Source records
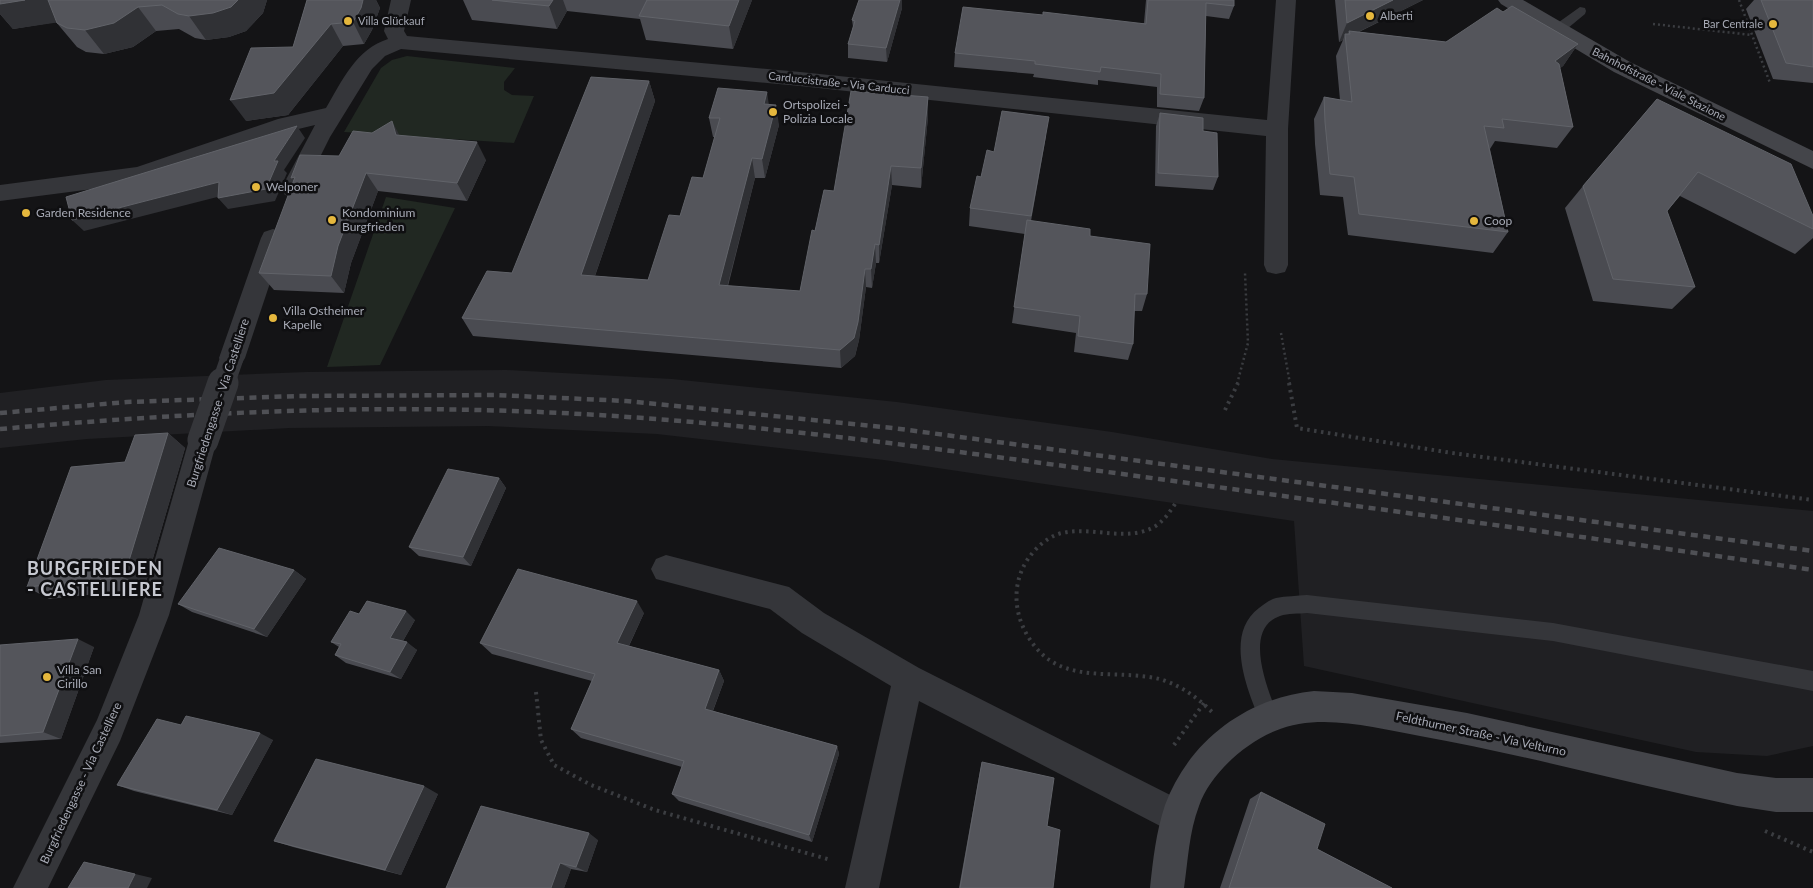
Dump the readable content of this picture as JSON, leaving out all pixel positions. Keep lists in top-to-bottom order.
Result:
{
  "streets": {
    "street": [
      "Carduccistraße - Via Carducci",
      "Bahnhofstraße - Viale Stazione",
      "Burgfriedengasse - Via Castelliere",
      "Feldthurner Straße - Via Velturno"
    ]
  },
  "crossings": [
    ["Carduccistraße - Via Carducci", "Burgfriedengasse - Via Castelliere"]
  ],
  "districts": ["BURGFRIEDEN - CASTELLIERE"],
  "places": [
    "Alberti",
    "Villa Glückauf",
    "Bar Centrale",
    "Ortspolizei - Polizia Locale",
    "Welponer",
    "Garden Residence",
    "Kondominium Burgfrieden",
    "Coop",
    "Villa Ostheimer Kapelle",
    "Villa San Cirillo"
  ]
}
==
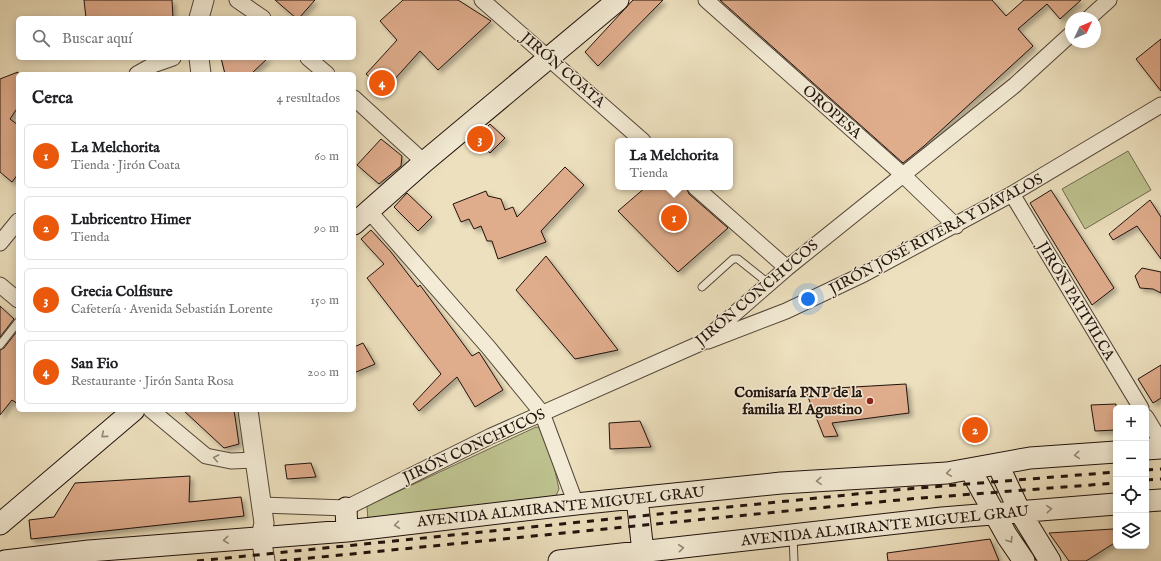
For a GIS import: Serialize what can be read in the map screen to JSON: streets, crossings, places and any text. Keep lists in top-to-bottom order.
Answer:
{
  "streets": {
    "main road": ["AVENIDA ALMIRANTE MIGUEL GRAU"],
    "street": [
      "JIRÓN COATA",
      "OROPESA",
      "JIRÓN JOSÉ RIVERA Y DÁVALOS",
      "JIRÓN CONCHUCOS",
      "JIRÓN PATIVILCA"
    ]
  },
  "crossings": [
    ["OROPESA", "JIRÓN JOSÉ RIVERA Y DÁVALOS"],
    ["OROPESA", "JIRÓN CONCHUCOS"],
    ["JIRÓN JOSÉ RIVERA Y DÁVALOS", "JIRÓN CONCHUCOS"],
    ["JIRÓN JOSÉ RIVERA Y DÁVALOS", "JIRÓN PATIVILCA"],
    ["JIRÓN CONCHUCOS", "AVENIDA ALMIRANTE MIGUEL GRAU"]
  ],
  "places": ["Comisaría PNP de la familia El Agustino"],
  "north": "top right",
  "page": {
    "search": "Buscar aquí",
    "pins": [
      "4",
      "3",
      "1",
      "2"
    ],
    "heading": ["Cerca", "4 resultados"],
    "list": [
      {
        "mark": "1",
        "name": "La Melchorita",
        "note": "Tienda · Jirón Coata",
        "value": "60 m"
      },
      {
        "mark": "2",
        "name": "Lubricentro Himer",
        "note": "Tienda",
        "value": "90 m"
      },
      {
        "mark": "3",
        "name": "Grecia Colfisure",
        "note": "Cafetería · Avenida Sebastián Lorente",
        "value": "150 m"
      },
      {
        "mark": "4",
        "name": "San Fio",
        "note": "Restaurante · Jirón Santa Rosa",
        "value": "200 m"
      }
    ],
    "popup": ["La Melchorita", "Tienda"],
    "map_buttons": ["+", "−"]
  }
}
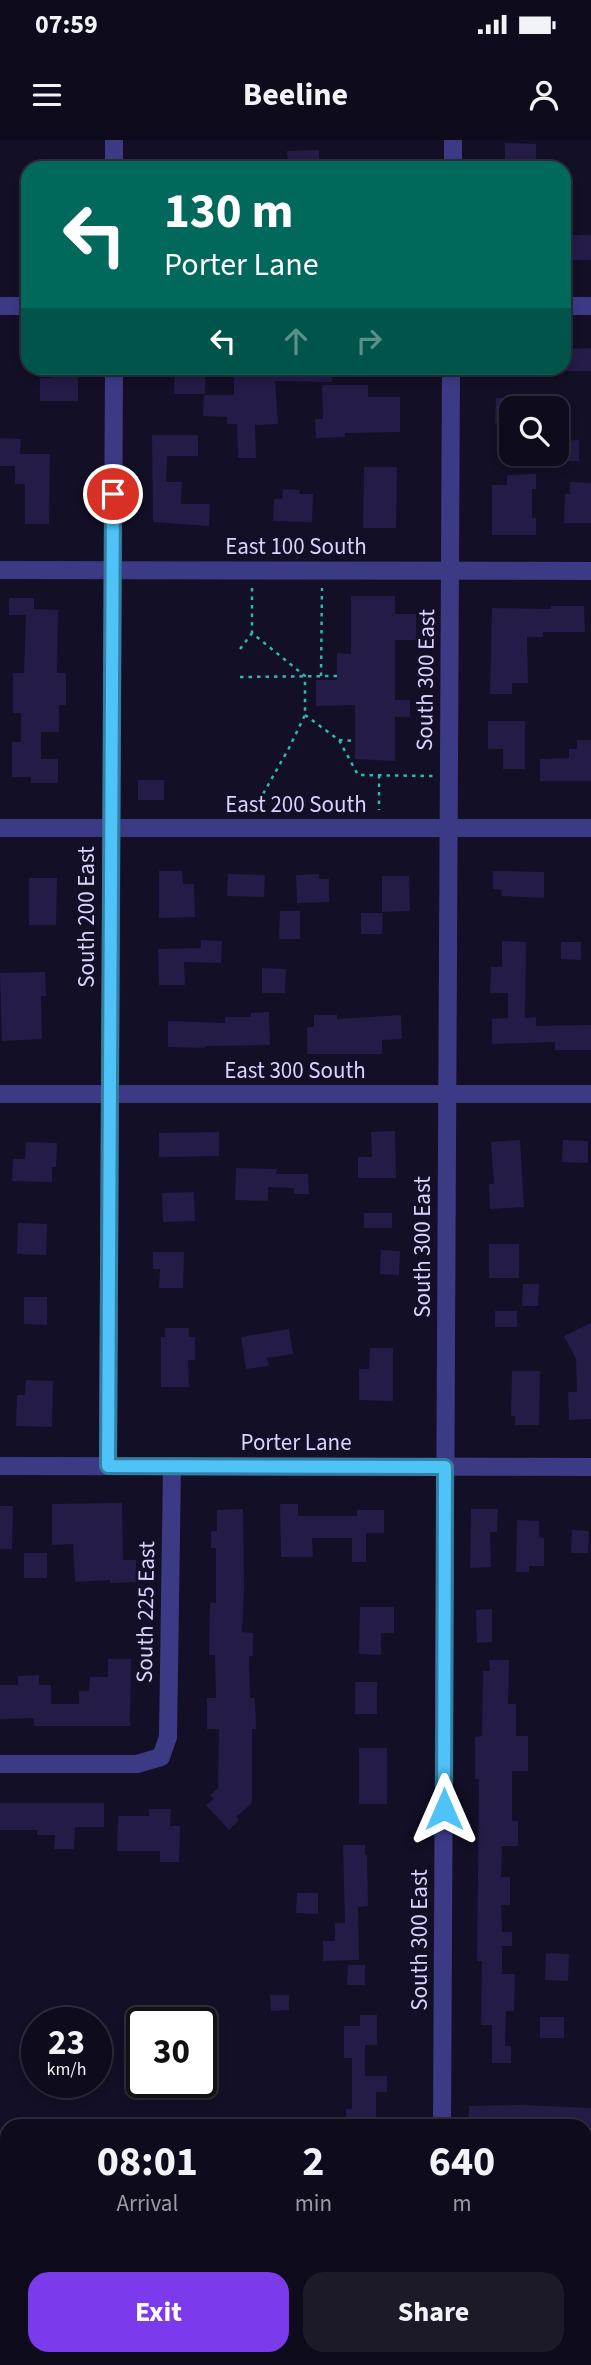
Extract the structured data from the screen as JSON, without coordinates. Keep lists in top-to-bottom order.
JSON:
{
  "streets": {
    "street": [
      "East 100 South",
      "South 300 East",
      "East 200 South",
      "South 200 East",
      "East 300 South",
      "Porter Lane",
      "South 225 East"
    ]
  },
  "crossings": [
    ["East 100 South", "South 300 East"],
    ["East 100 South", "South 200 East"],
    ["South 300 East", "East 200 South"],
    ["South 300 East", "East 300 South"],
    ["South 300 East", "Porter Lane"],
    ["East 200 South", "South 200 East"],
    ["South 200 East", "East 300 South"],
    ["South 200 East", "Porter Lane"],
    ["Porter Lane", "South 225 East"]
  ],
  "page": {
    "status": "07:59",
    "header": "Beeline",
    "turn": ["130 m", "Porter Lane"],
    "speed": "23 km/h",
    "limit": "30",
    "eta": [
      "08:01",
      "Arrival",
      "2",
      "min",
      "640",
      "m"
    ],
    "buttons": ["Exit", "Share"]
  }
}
==
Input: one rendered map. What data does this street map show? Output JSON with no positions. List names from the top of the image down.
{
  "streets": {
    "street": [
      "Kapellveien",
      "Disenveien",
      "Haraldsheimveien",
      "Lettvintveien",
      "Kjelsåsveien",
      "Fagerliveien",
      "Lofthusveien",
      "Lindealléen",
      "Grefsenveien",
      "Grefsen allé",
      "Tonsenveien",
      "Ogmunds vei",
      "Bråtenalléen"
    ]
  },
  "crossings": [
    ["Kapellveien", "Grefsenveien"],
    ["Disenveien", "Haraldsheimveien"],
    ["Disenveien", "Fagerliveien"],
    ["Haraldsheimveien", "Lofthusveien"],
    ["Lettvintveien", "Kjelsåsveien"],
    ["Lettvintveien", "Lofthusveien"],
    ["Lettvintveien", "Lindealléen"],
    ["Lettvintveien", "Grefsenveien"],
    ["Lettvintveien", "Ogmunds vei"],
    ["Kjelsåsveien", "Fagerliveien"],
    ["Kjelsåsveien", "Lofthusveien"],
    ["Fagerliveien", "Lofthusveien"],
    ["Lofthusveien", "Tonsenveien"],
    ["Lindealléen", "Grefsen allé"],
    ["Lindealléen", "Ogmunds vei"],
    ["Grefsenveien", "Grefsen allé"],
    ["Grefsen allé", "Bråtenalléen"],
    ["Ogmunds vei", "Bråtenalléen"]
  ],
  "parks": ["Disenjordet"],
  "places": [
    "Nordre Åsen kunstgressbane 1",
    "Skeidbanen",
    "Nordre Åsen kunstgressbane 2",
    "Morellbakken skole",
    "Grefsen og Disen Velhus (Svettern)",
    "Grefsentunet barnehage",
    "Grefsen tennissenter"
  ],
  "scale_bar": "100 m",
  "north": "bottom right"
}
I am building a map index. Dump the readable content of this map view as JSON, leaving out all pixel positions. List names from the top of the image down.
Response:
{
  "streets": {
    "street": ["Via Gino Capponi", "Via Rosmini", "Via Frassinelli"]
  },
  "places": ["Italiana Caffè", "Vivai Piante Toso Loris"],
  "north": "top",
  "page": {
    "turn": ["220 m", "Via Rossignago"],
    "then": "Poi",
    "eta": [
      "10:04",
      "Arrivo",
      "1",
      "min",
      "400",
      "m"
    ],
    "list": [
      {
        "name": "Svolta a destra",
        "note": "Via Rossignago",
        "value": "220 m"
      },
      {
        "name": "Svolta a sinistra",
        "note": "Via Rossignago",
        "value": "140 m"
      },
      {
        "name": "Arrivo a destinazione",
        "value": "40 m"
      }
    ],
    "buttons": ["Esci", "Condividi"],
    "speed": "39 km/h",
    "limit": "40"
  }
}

• WORK INSTRUCTIONS
Whenever a line of the data above includes the word "pixel", copy that line.

• PROBLEM SOLUTION
Dump the readable content of this picture as JSON, leaving out all pixel positions. Keep lists in top-to-bottom order.
I am building a map index. Dump the readable content of this map view as JSON, leaving out all pixel positions. List names from the top of the image down.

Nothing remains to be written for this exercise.